When you’re a kid, school is the centre of the universe. You meet your friends, you play sport, you idolise your teachers. Sometimes you even learn stuff. It’s a win-win place to be.
What you don’t realise is that school is also the centre of your parents’ universe. Because while you are there gliding like a swan through the school day – arriving in the right place at the right time with the right kit, the right musical instrument and your dinner money, someone is there desperately paddling away in the background to make it happen. No prizes for guessing who that someone is.
Before your kids start school, you think school will somehow make the world an easier place. No childcare worries! Wrong. Life gets so much more complicated when they get to school. Nurseries and childminders usually operate 8 till 6, giving plenty of time to travel to and from work and put in a reasonable day’s graft in between. Schools work approximately 9 till 3. Thirty nine weeks a year. Less INSET days. Yes, they leaving a gaping hole that has to be filled with ever more complicated arrangements.

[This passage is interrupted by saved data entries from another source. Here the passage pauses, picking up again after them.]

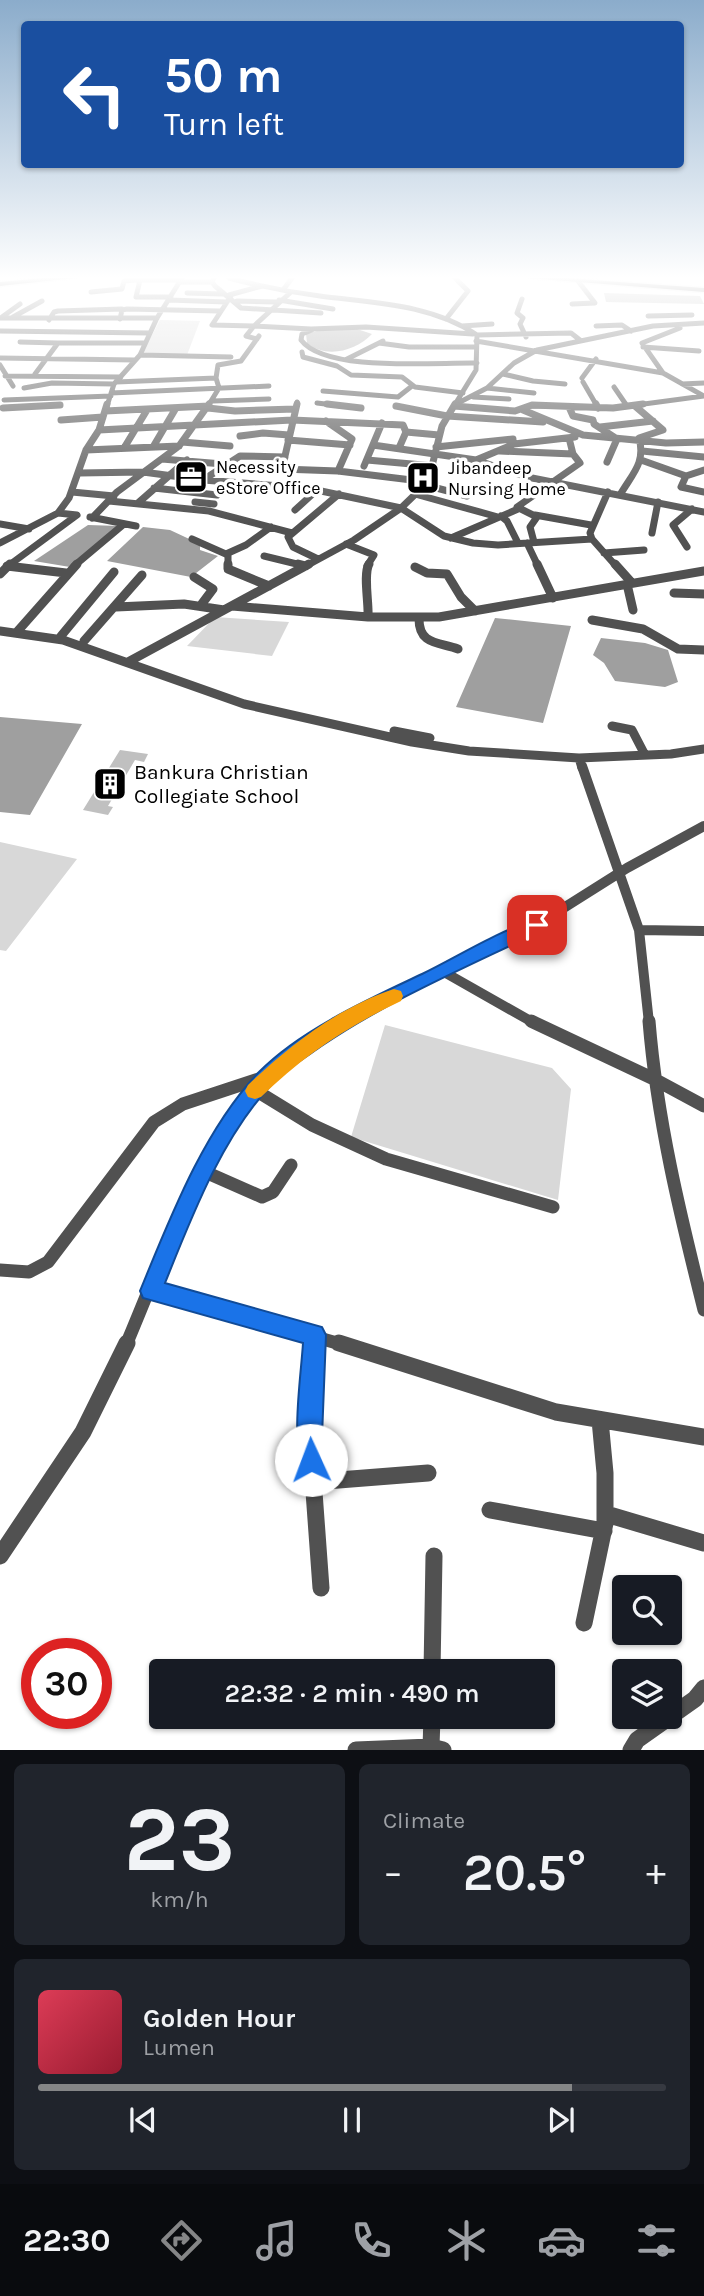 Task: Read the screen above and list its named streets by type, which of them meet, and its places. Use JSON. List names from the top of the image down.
{
  "places": {
    "office": ["Necessity eStore Office"],
    "hospital": ["Jibandeep Nursing Home"],
    "building": ["Bankura Christian Collegiate School"]
  },
  "page": {
    "turn": ["50 m", "Turn left"],
    "limit": "30",
    "trip": "22:32 · 2 min · 490 m",
    "tile": [
      ["23", "km/h"],
      "Climate"
    ],
    "heat": ["−", "20.5°", "+"],
    "song": ["Golden Hour", "Lumen"],
    "tabs": "22:30"
  }
}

But as just keeping them in school and keeping up the admin is a full-time job, you might just as well give up work now and make life easier for everyone!
As a family we are in our 7th year of what will be a total of 19 years with kids at school. We are in a relatively simple position – the second of only two years in which all three will be in the same place. But life is still a complicated web of kits, letters and musical instruments and you need at least a BTEC in admin to be able to cope.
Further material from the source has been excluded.